Transactional Isolation

While other databases offer various transaction isolation levels with differing levels of implementation-specific surprises, Project:M36 solely suppports the maximum transaction isolation level. Instead of relying on details of MVCC which marks each tuple in a relation with a monotonically-increasing number identifying from which transaction the tuple was added or deleted, Project:M36 includes no singular backing store for tuples, instead storing a stream of state change requests. Because the transaction graph supports branching and merging (similar to version control such as git), transactions can be committed without contention at a singular head of the graph. Committing to disk can be implemented as writing a file to represent the transaction's state and

The Transaction Graph

These state changes are, in fact, the idempotent relational update expressions that the user has submitted. For example, given a transaction which includes a single relation s:

┌──────────┬────────┬───────────┬───────────┐
│city::Text│s#::Text│sname::Text│status::Int│
├──────────┼────────┼───────────┼───────────┤
│"Paris"   │"S2"    │"Jones"    │10         │
└──────────┴────────┴───────────┴───────────┘

if the user commits a transaction with an insert such as:

insert x relation{tuple{city "Boston", s# "S3", sname "Smith", status 400}}

then a typical database will find the file representing the relation, find some free space in it and save the new tuple along with the MVCC transaction identifier. Subsequent transactions will find the tuple and compare it to their own transaction id in order to determine its "visibility". Project:M36, on the other hand, after validating that all relational constraints (such as primary and foreign keys) still hold, will simply serialize and append the expression to the transaction graph log. By default, there is no file representing the relation.

For those familiar with Haskell, note how serializing the update expression is similar to being able to serialize a thunk or deferred execution.

The transaction graph also allows users to travel back to previously-committed transactions. This may be useful for audit logging or alternative schemas.

Storage Representations

Given the ever-growing transaction graph based on state changes, let's examine how Project:M36 services subsequent queries.

Benefits

The primary goal of a database should be to ensure data integrity. Project:M36 takes no shortcuts in achieving this goal, but choosing a backend architecture which minimizes the time which it takes to get the transaction to non-volatile storage (disk) by storing update expressions rather than attempting to shuffle tuples on disk. This architecture open the door to many optimization techniques, many of which are new to databases.

Multiple On-Disk Representations

The promise of data independence allows database backends to store relations as they see fit. That can include any number of on-disk representations including none at all. For example, for a table accessed by multiple projections, the database may choose to materialize the relation in those projections. The representations are therefore created in service to the queries submitted or anticipated instead of being based on past update expressions. Because on-disk storage is obviously limited, the database must decide what is valuable to keep around for future queries.
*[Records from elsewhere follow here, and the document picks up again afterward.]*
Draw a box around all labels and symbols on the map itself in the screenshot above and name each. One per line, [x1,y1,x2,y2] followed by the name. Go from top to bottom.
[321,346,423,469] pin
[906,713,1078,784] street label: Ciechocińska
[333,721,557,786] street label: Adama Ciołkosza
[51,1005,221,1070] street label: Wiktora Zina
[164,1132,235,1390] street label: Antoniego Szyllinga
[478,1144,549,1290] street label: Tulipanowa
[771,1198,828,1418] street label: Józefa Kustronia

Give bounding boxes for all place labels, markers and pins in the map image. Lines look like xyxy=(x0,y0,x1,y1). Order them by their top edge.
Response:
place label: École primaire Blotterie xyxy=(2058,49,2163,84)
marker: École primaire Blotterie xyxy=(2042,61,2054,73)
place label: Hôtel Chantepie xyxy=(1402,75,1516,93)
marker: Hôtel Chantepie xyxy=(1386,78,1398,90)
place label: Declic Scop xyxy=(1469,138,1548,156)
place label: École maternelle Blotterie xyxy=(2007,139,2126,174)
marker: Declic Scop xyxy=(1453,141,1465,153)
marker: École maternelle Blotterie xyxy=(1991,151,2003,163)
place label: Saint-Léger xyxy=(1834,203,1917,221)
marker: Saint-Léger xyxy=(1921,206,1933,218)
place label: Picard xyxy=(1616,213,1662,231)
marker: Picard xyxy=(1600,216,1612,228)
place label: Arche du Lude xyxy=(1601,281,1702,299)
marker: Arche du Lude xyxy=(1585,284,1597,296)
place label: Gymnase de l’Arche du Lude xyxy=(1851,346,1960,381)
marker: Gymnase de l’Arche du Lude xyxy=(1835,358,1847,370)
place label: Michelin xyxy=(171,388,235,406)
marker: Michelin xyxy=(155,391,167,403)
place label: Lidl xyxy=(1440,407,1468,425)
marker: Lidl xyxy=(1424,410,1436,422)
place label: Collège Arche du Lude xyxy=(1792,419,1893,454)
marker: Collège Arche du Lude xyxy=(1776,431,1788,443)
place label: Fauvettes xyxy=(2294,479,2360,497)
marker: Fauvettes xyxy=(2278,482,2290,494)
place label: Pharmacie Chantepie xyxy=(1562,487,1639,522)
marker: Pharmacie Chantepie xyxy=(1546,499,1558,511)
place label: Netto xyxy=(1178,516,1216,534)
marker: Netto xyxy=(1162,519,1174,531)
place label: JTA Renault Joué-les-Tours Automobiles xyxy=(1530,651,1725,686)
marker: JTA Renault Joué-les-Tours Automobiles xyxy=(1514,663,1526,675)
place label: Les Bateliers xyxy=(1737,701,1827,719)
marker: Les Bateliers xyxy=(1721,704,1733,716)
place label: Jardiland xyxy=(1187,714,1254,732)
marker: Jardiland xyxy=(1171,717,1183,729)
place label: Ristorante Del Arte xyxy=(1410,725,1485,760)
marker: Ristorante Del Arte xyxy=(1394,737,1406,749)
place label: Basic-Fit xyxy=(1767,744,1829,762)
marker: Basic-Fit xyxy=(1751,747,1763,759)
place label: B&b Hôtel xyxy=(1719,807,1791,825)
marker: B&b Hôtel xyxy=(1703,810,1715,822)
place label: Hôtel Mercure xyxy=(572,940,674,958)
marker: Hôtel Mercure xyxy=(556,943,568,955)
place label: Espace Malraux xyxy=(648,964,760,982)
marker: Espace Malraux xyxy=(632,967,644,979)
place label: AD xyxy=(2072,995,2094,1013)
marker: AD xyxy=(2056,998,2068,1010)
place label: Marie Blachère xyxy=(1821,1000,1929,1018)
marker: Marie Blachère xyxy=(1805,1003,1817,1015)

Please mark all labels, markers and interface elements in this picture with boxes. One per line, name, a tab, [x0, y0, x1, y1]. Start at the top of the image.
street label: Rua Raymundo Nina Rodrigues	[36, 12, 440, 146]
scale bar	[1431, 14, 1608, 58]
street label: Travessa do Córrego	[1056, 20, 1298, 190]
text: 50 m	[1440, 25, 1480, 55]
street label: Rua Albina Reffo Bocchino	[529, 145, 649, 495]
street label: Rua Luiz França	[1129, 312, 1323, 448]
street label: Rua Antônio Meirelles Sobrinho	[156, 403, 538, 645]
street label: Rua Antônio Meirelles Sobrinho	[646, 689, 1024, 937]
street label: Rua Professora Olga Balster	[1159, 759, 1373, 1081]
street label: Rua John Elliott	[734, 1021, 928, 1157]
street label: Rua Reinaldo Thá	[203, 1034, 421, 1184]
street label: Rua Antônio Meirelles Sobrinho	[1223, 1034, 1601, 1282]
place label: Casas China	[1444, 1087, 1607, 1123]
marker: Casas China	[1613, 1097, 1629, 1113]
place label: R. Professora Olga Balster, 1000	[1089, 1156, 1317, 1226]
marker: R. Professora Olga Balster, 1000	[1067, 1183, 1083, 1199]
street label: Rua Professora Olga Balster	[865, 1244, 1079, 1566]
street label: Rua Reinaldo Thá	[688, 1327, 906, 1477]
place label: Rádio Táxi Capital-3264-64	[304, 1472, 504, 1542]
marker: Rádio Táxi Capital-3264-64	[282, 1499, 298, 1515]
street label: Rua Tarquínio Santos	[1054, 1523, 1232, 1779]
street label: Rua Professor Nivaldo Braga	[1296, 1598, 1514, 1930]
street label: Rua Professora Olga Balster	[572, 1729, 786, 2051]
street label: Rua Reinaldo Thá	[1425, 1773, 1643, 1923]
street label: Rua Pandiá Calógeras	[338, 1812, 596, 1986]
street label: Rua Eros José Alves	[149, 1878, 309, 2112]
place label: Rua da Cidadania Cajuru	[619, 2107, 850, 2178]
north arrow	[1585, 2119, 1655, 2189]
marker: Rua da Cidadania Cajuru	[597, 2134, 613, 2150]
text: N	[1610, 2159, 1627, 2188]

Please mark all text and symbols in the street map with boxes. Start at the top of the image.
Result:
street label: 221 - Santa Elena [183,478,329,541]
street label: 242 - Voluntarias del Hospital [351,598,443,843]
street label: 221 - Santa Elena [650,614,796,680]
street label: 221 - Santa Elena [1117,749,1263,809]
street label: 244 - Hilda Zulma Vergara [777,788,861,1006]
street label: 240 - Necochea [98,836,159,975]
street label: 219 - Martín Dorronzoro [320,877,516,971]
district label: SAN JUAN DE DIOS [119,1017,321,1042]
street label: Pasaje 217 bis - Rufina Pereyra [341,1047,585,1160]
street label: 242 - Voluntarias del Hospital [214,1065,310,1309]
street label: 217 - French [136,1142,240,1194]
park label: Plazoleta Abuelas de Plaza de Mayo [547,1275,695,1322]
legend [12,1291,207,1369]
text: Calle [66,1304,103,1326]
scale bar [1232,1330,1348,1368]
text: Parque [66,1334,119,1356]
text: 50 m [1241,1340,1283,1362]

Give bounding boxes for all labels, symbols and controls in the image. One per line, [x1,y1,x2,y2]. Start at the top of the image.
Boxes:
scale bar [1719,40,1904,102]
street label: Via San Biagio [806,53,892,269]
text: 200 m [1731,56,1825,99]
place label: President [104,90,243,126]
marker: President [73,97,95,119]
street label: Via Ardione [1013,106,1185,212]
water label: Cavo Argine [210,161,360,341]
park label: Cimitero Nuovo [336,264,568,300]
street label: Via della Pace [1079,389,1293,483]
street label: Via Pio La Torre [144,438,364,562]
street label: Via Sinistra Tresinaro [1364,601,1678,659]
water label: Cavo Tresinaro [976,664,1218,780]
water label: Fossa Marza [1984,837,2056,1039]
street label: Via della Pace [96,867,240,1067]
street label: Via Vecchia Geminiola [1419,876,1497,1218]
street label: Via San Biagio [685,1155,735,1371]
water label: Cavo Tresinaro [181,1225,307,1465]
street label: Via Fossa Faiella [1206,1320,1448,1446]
This could open a new area of research into the appropriate machine learning algorithms, but, fundamentally, this set of materialized query responses is effectively a cache which can always be refreshed.

The alternative representations need not be a direct answer to queries- for example, a materialized relation from a transaction could be used to service a query from a later transaction if the updates since that transaction are applied.

The database could also anticipate, for example, scheduled queries and actually materialize relations before the query is executed. On-disk cache could represent "denormalized" tuple sets while the user-facing interface shows a properly normalized schema, thereby supporting data independence.

More research in determining just what should be in the cache is needed.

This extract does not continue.